In previous years, in order to solve these problems, many methods have been proposed
to manually create functional representations of point clouds that were adjusted for
3D object detection, such as a 3D CNN [1] and polygon meshes [2,3]. A 3D CNN is based on a 2D CNN and convolves the 3D mesh after the point cloud has
been voxelized. The goal is to learn the features of the point cloud and perform classification
and segmentation operations. However, these manual designs can lead to information
bottlenecks, which prevent such methods from effectively utilizing the three-dimensional
shape information fully. It also increases the amount of calculation required, which
results in reduced computational efficiency.
Recently, the PointNet architecture [4] was proposed.

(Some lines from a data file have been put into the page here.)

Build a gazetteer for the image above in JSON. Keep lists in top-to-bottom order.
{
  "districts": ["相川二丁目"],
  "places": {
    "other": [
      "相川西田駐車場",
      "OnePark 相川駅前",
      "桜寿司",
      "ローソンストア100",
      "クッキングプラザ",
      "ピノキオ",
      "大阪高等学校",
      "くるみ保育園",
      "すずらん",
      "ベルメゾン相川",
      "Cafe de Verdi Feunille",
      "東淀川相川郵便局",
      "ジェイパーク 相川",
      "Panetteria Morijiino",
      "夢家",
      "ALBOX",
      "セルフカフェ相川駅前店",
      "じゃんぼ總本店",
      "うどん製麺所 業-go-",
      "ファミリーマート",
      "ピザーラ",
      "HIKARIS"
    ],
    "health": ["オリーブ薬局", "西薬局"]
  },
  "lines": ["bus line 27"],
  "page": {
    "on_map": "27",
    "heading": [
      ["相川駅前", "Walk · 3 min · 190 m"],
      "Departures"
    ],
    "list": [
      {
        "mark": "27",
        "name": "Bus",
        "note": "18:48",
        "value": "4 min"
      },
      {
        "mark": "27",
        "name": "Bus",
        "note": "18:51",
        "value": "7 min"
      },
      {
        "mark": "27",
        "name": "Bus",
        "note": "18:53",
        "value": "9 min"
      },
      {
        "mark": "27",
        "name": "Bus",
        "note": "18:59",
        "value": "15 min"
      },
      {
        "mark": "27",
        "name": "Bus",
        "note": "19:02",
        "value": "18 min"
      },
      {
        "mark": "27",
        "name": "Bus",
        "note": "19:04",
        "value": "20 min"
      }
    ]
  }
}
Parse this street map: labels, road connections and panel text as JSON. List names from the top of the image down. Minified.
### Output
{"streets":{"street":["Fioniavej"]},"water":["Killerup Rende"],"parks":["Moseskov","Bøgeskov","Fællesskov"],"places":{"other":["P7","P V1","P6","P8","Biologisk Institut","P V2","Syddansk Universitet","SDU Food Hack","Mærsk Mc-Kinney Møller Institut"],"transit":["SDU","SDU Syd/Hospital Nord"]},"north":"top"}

It runs directly on point clouds instead of on 3D voxels or grids.
It not only speeds up calculation, but also significantly improves segmentation performance.
PointNet is an end-to-end deep neural network that learns point-wise features directly
from point clouds. In this study, we designed a point cloud semantic segmentation
algorithm based on PointNet, in which the PointSIFT [5] module is applied.
This paper is organized as follows. In section 2, we introduce the PointNet algorithm
and the PointSIFT module along with our algorithm architecture. Section 3 shows the
results of our experiments on semantic segmentation of point clouds. Finally, conclusions
are covered in section 4.
2. Point Cloud Semantic Segmentation
2.1 PointNet Architecture
Qi et al. [4] designed a deep learning framework named PointNet, which uses unordered points directly
as input. The PointNet architecture is shown in Fig. 1. PointNet basically has three main components: a local feature extraction layer,
a symmetric function for summarizing information from all local features, and a global
feature extraction layer for aligning global features for various learning tasks.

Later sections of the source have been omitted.